Ini sama artinya dengan memberikan legitimasi kepada pihak-pihak yang membenci Islam. Benar-benar rezim represif anti-Islam.
Faktor lain yang berpengaruh adalah diamnya ulama atau pemuka agama saat khilafah diserang. Bahkan ada pemuka agama atau ulama yang ikut-ikutan menyerang dan mengkriminalisasikan khilafah. Inilah ulama suu' (ulama buruk). Karena perbuatan ulama suu' itulah, orang-orang kafir menjadi berani dan beringas menghina dan memusuhi Islam.
Ulama Suu' (ulama buruk) sangat berbahaya karena menutupi kebenaran firman Allah Swt dan sabda Rasulullah Saw. Padahal, khilafah dalilnya jelas termaktub pada Alquran, Assunah dan Ijma' sahabat. Bahkan, ada yang berani memanipulasi hukum-hukum Allah hanya untuk memuaskan syahwat nafsunya mencintai dunia. Ulama suu' mengumbar fatwa dan menjadi stempel untuk melegislasikan kebijakan-kebijakan penguasa yang merugikan rakyat.
Semua itu disebabkan karena sistem demokrasi sekularisme yang diadopsi oleh negara ini. Sistem yang rusak dan merusak, karena memisahkan agama dengan kehidupan. Agama tidak boleh mengatur urusan kehidupan manusia. Agama hanya mengatur sebatas ibadah mahdah dan akidah semata.

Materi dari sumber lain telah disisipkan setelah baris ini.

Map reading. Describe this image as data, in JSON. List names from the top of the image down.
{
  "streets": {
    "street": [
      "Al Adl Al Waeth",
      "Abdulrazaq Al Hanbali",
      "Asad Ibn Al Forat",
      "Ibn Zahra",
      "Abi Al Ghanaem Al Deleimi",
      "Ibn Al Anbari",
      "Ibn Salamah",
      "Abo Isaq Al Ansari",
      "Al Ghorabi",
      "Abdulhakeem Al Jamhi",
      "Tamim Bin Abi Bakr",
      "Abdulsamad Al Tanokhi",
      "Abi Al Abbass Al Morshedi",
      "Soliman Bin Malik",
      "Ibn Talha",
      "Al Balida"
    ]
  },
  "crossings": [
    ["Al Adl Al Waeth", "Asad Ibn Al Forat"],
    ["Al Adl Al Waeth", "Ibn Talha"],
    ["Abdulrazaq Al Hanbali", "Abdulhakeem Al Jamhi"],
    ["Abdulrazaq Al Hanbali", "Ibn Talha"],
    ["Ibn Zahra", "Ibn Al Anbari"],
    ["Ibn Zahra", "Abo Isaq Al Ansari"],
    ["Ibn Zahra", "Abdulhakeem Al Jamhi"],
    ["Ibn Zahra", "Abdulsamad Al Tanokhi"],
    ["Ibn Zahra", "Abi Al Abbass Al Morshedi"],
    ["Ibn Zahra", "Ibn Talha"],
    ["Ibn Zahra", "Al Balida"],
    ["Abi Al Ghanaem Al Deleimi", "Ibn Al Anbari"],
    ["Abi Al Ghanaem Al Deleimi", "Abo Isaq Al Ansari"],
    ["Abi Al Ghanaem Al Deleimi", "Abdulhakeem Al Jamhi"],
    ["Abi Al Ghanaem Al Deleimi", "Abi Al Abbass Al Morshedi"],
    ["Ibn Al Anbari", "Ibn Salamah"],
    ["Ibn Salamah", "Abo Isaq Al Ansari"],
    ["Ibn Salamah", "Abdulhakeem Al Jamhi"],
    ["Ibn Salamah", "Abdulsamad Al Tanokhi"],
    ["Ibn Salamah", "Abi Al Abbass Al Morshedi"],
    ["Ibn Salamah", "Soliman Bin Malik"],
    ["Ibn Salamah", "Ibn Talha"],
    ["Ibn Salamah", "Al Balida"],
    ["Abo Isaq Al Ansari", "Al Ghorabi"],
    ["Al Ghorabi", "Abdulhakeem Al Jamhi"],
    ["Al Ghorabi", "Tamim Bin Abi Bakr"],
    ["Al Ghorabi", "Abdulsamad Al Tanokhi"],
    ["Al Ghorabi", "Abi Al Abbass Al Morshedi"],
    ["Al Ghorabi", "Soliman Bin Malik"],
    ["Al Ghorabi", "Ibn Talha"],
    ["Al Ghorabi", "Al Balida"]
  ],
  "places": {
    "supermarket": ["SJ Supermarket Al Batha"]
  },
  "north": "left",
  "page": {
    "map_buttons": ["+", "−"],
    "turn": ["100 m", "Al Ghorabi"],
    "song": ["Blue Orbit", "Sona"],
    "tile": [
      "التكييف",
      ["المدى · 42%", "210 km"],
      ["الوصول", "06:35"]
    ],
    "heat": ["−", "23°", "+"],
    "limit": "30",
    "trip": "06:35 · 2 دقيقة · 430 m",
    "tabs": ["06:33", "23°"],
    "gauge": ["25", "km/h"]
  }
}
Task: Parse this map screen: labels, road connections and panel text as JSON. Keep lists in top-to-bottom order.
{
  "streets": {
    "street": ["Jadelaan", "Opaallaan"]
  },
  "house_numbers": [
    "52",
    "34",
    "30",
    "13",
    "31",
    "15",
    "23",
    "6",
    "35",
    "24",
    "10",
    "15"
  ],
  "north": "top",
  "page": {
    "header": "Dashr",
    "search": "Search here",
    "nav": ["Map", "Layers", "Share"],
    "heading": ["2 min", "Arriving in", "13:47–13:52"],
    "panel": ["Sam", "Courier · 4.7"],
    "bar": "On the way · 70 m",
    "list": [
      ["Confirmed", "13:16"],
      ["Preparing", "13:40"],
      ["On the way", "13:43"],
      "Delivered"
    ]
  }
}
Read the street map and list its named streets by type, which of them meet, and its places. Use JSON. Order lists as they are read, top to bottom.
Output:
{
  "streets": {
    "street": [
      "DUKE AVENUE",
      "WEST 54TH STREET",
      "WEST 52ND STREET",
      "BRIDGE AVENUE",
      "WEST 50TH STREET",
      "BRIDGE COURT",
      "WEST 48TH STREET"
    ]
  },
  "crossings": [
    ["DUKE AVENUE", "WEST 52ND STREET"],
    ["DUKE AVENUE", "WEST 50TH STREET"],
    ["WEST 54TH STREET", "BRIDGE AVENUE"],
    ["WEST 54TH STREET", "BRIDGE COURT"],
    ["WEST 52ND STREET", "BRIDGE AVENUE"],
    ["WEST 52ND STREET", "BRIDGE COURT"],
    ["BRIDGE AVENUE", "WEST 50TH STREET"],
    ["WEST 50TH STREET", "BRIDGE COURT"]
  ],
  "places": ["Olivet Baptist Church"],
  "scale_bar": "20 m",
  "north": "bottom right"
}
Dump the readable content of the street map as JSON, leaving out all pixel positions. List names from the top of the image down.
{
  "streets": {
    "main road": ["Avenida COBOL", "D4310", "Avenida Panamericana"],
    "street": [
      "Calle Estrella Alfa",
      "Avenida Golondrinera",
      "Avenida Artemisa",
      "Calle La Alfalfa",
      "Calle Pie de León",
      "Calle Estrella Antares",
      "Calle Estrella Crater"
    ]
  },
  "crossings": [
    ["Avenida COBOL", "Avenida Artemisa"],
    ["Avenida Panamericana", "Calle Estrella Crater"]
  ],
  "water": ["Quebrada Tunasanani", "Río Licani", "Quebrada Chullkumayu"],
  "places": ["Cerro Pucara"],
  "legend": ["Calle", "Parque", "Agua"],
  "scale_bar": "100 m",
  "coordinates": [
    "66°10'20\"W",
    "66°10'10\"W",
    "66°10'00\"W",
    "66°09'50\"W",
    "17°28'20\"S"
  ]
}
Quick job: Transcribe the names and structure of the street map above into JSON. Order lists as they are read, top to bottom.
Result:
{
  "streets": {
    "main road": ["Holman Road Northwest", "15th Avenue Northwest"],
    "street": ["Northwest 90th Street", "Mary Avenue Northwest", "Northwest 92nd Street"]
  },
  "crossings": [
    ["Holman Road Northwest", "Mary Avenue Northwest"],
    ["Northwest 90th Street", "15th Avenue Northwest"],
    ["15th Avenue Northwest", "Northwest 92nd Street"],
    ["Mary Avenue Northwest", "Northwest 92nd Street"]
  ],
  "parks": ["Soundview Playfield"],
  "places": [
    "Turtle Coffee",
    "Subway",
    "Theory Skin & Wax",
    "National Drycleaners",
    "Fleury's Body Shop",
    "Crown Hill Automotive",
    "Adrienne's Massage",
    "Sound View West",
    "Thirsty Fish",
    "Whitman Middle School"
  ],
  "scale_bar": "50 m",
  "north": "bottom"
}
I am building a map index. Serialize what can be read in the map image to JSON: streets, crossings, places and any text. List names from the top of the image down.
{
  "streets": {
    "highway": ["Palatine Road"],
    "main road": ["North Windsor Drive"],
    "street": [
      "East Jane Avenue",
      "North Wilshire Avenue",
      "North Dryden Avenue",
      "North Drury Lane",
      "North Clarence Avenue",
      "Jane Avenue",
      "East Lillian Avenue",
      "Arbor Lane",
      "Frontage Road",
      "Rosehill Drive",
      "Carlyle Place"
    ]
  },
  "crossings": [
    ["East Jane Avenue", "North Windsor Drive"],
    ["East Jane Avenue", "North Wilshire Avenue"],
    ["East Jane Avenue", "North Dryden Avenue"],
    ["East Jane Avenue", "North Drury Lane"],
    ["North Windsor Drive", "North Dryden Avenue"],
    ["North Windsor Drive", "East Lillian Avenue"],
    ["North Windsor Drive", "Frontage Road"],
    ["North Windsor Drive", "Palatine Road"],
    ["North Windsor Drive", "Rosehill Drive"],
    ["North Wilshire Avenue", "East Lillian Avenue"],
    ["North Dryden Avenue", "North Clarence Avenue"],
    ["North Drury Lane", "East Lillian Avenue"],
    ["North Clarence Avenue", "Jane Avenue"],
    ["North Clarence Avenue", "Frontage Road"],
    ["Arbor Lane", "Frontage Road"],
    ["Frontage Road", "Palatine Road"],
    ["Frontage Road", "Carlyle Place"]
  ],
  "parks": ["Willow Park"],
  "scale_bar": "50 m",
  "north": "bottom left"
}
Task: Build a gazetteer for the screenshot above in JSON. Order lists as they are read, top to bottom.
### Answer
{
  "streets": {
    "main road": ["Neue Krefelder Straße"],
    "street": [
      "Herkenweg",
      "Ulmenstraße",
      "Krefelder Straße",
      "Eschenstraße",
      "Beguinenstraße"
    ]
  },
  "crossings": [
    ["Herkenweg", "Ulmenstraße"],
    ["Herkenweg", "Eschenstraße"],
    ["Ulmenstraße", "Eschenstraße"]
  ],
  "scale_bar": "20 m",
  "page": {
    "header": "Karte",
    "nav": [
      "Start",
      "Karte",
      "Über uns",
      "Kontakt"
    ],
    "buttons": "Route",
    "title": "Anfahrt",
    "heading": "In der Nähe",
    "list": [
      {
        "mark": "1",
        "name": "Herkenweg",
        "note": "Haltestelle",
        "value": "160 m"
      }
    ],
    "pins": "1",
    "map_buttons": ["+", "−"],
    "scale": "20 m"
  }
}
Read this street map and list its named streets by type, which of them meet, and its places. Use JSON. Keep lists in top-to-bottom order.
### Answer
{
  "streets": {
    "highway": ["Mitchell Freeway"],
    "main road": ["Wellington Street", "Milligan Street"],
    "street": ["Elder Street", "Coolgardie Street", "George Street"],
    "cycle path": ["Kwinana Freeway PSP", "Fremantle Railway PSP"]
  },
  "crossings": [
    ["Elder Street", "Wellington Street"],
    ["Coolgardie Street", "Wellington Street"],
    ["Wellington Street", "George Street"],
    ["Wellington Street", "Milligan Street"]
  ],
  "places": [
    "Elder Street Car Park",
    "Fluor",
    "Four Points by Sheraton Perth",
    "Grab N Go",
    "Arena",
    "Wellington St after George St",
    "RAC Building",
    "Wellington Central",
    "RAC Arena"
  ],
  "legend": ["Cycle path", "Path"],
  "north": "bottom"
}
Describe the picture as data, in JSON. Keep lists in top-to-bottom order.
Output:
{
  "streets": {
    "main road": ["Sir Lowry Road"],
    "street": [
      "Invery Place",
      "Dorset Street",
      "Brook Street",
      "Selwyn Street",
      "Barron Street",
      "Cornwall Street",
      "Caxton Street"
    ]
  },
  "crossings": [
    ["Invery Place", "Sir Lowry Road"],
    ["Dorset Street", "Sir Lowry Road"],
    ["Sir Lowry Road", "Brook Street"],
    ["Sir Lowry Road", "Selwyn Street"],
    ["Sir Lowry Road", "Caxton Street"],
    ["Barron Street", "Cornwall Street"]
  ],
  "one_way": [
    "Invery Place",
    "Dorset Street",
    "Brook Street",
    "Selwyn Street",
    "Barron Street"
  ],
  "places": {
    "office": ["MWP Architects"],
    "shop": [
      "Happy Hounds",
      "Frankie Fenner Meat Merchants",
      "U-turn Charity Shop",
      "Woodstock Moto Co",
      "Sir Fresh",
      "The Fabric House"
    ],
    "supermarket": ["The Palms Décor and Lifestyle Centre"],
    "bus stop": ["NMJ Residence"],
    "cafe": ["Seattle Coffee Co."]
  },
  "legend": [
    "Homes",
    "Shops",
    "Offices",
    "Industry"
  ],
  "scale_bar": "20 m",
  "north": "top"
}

Ulama suu' lebih memilih zona aman dan nyaman. Tidak berani melakukan aktivitas amar ma'ruf nahi munkar kepada penguasa. Ulama suu' silau terhadap harta dan jabatan. Meskipun semula mengakui bahwa khilafah ajaran Islam, namun dengan mudah dia berbalik lidah. Mereka menjual agamanya dengan harga yang murah. Rasulullah Saw mengingatkan, "Bencana bagi umatku datang dari ulama suu' yaitu ulama dengan ilmunya bertujuan mencari kenikmatan dunia, meraih gengsi dan kedudukan. Setiap orang dari mereka adalah tawanan setan. Ia telah dibinasakan oleh hawa nafsunya dan dikuasai oleh kesengsaraannya. Siapa saja yang kondisinya demikian, maka bahayanya terhadap umat datang dari beberapa sisi. Dari sisi umat, mereka mengikuti ucapan-ucapan dan perbuatan-perbuatannya.
Ia memperindah penguasa yang menzalimi manusia dan gampang mengeluarkan fatwa untuk penguasa. Pena dan lisannya mengeluarkan kebohongan dan kedustaan. Karena sombong, ia mengatakan sesuatu yang tidak ia ketahui." (Faydh al- Qadir,
VI/369).
Imam al-Ghazali mengatakan, “Sesungguhnya, kerusakan rakyat disebabkan oleh kerusakan para penguasanya, dan kerusakan penguasa disebabkan oleh kerusakan ulama, dan kerusakan ulama disebabkan oleh cinta harta dan kedudukan, dan barang siapa dikuasai oleh ambisi duniawi ia tidak akan mampu mengurus rakyat kecil, apalagi penguasanya. Allah-lah tempat meminta segala persoalan.” (Ihya’ Ulumuddin II hal. 381).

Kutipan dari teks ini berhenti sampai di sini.